Until you reach the line containing "2px #3b4a6e) drop-shadow(0", reproduce each line of the listing exactly, please, and include that line as well.
____________________
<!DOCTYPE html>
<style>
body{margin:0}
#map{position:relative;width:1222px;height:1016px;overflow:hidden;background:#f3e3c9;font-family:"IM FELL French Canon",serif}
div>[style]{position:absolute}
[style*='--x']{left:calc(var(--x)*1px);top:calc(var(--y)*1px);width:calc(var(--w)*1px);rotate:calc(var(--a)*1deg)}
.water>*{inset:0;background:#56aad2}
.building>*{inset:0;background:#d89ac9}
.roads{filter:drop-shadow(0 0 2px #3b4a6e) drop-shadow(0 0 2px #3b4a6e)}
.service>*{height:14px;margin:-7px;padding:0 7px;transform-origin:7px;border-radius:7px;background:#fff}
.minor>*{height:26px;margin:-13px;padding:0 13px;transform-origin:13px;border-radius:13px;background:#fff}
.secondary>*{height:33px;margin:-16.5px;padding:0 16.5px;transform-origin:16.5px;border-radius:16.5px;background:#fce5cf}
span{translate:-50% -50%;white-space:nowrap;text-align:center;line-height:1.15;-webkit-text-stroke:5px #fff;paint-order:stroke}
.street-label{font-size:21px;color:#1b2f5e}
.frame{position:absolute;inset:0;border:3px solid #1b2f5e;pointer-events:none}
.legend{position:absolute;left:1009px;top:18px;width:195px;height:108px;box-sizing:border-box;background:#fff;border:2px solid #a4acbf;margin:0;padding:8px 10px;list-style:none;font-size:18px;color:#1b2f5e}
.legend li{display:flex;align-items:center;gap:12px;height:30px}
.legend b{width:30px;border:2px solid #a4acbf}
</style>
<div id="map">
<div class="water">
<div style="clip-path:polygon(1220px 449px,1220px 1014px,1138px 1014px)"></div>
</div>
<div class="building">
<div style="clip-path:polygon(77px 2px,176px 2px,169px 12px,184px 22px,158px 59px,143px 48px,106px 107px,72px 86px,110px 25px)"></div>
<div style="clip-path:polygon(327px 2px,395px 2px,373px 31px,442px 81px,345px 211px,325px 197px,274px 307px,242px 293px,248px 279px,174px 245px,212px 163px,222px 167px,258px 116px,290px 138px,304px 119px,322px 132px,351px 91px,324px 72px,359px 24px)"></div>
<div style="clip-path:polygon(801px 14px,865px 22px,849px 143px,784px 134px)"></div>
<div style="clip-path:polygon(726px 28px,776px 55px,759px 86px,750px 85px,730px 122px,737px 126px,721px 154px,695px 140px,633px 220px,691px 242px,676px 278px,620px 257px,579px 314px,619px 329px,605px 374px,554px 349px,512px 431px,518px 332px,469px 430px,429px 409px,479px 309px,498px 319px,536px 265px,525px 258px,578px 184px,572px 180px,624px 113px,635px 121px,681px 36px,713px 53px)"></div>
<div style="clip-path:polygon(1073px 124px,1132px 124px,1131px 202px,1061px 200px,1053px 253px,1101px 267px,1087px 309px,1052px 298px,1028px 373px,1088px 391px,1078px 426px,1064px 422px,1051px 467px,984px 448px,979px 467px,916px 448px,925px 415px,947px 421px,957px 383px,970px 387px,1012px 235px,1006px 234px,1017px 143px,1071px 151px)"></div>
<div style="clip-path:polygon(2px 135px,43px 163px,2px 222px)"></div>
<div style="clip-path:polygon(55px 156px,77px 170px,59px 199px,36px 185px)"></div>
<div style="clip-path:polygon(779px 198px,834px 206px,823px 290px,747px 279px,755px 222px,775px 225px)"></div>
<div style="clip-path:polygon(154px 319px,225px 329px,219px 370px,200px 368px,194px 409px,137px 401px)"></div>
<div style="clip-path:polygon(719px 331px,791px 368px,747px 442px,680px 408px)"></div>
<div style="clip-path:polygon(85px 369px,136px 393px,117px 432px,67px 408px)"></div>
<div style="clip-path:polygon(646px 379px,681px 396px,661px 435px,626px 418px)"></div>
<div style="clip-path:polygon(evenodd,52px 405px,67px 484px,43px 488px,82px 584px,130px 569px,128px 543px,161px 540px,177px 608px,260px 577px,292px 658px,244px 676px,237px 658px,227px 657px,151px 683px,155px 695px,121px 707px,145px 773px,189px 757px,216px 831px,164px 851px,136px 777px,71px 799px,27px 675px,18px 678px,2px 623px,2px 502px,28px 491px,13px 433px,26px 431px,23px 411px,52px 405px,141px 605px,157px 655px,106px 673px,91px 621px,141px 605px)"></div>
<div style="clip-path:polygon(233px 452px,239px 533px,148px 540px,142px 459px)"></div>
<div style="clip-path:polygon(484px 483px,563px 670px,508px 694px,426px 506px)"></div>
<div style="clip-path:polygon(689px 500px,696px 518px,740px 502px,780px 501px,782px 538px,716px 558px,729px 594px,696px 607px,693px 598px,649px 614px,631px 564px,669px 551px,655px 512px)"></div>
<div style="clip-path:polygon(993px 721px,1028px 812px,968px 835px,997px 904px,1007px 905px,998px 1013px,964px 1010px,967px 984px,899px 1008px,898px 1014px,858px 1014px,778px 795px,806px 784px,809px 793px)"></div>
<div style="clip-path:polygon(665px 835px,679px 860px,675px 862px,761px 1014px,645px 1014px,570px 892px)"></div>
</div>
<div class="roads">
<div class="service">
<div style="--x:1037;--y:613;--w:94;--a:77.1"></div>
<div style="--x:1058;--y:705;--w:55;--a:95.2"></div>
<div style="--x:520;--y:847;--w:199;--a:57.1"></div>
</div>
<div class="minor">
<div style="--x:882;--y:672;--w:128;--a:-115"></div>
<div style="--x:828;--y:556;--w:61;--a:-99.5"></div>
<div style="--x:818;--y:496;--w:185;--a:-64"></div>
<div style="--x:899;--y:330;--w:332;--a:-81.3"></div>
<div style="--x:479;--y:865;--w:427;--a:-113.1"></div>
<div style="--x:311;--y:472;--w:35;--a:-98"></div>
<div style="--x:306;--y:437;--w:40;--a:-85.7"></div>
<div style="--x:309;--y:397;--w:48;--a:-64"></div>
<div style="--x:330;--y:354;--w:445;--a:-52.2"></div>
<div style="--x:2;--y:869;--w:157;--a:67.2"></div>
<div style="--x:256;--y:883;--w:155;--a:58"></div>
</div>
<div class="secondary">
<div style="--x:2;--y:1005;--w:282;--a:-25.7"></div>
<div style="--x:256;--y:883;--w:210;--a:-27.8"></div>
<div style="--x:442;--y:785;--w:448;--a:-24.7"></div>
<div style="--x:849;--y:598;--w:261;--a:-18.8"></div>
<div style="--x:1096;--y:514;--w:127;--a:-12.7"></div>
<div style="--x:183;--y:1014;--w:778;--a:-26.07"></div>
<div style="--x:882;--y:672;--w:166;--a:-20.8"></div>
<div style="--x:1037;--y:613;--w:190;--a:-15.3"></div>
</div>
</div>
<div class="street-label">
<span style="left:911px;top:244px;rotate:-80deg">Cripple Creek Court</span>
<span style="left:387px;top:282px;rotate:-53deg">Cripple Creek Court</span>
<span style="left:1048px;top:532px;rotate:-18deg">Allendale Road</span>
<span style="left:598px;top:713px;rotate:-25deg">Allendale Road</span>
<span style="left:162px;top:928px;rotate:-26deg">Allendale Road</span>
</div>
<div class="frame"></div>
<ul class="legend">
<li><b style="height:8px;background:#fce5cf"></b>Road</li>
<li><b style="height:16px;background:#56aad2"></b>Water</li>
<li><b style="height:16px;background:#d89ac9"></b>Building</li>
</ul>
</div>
____________________
THE COMPLETED TASK =
<!DOCTYPE html>
<style>
body{margin:0}
#map{position:relative;width:1222px;height:1016px;overflow:hidden;background:#f3e3c9;font-family:"IM FELL French Canon",serif}
div>[style]{position:absolute}
[style*='--x']{left:calc(var(--x)*1px);top:calc(var(--y)*1px);width:calc(var(--w)*1px);rotate:calc(var(--a)*1deg)}
.water>*{inset:0;background:#56aad2}
.building>*{inset:0;background:#d89ac9}
.roads{filter:drop-shadow(0 0 2px #3b4a6e) drop-shadow(0 0 2px #3b4a6e)}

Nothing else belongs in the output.